BRUSSELS (Reuters) - The European Commission said on Monday it would “work constructively” with Britain on the terms of the country’s exit from the European Union but only once London formally notifies the EU of its intention to leave.
British Prime Minister Theresa May said on Sunday she would trigger the process to leave the EU through a formal notification by the end of March, offering the first glimpse of a timetable for a divorce that will redefine Britain’s ties with its biggest trading partner.
“We will work constructively on the basis of a notification, not of a speech and until this letter of notification arrives there will be no negotiation,” Commission spokesman Margaritis Schinas told a regular news briefing on Monday.

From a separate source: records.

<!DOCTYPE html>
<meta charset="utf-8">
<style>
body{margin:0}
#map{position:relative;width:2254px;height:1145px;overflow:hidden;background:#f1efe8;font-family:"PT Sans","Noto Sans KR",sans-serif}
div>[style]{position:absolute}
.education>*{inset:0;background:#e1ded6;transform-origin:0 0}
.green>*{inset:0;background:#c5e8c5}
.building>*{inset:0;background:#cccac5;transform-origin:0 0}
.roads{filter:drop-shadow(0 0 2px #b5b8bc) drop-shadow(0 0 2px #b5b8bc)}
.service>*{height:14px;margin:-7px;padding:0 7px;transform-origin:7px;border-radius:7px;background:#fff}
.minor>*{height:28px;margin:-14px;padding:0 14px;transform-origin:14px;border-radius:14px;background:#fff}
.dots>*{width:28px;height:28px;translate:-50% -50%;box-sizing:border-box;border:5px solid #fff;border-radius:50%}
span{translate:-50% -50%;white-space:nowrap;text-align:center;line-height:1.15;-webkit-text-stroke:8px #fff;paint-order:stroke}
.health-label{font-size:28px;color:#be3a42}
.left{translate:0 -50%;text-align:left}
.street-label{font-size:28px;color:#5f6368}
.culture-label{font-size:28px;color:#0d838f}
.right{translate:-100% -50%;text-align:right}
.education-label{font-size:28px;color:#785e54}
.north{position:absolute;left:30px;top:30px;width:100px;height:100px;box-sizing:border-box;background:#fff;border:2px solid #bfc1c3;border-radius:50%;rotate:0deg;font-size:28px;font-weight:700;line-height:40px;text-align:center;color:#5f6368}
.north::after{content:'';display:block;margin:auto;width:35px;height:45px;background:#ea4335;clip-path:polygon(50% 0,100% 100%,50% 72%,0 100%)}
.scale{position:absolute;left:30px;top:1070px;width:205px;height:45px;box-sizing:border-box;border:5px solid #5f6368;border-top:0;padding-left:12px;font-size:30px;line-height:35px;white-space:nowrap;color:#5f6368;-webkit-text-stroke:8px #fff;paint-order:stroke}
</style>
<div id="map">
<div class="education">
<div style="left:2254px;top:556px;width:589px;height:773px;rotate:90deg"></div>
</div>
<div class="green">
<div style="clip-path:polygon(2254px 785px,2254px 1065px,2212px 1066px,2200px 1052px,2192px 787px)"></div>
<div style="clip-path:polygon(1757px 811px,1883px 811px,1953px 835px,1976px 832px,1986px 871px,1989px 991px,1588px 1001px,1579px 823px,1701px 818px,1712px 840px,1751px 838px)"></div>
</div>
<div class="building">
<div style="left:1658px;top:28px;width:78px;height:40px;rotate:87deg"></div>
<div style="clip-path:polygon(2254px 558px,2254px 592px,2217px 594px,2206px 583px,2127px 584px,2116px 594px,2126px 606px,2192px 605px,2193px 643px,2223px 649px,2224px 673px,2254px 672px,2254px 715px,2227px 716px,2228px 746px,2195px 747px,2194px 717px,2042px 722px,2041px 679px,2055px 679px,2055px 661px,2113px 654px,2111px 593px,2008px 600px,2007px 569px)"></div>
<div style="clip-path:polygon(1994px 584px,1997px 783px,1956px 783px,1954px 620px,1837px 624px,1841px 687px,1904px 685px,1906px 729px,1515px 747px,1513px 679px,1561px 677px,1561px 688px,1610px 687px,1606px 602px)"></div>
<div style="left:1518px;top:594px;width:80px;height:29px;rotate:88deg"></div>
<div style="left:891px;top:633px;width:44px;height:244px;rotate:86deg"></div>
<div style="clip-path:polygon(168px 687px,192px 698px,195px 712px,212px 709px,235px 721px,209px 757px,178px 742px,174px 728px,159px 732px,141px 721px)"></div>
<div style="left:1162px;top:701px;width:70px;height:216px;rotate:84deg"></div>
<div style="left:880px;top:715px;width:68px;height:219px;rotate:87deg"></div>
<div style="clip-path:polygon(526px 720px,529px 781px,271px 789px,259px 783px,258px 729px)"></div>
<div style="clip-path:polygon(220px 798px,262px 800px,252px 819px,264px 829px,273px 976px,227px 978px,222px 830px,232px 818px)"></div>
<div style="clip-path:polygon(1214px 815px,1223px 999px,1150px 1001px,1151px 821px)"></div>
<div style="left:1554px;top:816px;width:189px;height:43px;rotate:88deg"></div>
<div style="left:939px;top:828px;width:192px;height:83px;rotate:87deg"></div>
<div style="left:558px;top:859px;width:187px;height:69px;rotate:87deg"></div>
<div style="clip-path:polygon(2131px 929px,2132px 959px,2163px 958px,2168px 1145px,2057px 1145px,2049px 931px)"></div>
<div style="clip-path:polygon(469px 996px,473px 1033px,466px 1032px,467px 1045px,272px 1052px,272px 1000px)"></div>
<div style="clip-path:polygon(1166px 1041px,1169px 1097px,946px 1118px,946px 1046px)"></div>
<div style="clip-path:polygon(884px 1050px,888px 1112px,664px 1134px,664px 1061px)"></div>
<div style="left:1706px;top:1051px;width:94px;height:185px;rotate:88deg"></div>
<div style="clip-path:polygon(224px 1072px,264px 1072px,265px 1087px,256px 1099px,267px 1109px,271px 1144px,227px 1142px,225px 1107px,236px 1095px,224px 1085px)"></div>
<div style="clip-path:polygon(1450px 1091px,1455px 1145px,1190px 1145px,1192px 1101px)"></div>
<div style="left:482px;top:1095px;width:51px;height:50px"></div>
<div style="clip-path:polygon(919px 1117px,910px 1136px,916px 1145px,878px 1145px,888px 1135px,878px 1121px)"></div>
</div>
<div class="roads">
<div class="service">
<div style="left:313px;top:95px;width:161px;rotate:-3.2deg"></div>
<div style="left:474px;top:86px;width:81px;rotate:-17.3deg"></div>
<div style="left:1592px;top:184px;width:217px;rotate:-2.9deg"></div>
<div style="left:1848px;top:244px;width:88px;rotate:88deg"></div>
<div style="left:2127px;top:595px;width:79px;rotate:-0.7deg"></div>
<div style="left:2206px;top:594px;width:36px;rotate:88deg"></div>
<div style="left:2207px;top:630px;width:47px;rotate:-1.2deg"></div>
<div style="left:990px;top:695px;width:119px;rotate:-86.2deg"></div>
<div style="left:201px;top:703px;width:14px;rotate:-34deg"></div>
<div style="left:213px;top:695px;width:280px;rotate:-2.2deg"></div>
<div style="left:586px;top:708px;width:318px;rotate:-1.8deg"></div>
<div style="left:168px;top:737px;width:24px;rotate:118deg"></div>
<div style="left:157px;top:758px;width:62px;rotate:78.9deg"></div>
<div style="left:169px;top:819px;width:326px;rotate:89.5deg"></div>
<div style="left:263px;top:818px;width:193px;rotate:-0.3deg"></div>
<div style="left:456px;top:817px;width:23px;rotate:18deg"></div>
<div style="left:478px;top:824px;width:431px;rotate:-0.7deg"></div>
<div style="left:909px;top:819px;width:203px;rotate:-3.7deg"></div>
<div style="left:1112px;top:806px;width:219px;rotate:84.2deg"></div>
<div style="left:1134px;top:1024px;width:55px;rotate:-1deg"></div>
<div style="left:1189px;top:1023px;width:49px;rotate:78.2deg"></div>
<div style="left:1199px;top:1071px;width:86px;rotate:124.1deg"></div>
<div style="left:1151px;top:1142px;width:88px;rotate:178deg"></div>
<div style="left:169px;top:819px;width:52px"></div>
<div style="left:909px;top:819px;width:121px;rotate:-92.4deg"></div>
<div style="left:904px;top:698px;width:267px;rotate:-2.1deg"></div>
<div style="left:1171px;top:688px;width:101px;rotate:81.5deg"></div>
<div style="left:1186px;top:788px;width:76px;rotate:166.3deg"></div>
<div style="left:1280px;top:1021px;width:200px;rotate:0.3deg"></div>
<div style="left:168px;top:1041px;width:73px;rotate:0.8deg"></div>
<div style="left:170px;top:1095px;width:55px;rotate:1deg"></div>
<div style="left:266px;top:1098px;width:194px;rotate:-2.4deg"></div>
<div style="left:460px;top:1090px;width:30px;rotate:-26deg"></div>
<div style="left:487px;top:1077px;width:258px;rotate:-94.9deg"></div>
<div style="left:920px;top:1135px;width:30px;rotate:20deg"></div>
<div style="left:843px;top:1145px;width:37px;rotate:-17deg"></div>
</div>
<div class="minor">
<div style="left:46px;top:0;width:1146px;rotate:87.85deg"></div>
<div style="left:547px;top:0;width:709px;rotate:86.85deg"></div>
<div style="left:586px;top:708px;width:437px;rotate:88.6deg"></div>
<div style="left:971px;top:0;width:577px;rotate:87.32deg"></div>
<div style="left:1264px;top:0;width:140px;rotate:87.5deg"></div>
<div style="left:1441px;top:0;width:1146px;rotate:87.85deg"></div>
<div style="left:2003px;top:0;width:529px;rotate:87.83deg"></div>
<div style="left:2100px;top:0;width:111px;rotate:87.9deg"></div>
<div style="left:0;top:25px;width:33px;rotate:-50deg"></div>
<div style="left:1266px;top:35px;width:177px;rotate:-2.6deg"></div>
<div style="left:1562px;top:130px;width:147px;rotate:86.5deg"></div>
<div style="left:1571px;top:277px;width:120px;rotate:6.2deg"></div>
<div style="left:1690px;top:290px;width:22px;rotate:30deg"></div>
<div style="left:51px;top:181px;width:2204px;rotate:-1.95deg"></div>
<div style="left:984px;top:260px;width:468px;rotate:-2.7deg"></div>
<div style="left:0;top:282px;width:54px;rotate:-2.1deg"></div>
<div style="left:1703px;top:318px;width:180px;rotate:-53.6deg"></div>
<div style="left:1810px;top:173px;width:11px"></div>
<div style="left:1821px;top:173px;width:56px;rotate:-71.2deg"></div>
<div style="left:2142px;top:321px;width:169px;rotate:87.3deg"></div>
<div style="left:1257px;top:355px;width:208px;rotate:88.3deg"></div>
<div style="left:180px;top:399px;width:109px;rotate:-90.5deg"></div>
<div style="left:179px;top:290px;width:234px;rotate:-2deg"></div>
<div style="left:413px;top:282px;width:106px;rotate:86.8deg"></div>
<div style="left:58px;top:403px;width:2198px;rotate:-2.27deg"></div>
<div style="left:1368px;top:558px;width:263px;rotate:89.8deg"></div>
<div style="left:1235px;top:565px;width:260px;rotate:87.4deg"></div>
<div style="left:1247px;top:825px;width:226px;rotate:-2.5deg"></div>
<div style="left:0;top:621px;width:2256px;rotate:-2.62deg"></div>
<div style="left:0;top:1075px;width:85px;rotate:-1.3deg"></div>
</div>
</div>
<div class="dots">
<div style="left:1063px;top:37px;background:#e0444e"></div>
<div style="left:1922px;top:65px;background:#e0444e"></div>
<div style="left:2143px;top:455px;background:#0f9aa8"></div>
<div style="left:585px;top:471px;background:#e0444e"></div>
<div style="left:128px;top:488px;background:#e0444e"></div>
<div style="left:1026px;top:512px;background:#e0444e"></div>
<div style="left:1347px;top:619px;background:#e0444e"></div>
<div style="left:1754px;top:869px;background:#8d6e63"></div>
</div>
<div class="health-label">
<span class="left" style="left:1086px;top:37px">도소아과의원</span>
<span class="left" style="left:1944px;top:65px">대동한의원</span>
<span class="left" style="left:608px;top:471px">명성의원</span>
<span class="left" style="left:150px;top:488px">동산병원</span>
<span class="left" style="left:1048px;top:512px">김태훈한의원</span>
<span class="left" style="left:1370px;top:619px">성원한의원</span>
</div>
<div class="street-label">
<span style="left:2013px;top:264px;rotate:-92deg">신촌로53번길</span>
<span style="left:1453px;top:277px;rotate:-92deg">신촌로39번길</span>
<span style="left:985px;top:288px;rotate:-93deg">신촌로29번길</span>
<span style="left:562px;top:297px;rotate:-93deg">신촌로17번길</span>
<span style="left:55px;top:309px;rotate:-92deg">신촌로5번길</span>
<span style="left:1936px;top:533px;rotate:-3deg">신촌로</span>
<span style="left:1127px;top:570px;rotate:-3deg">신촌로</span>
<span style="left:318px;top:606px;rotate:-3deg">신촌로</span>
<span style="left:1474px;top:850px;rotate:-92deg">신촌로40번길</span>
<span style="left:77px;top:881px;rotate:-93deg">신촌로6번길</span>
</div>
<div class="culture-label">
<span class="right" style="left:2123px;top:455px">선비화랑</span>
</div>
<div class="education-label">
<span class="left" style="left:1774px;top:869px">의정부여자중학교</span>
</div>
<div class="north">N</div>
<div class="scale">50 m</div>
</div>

“Once it arrives, we are prepared and ready to engage constructively and in good faith,” he said, adding Commission President Jean-Claude Juncker would meet May on the sidelines of an EU summit later this month.
Asked if the Commission would engage in preparatory work ahead of the notification to smooth subsequent negotiations that could take two years, Schinas said:
“Many people have different ideas of what preparatory work might be. So precisely not to go into this interpretative territory, I would prefer to stay with the principle that everybody knows — no notification, no negotiation.”
He said May “may care to tell” Juncker what she means by preparatory work when they meet at the European summit later in October.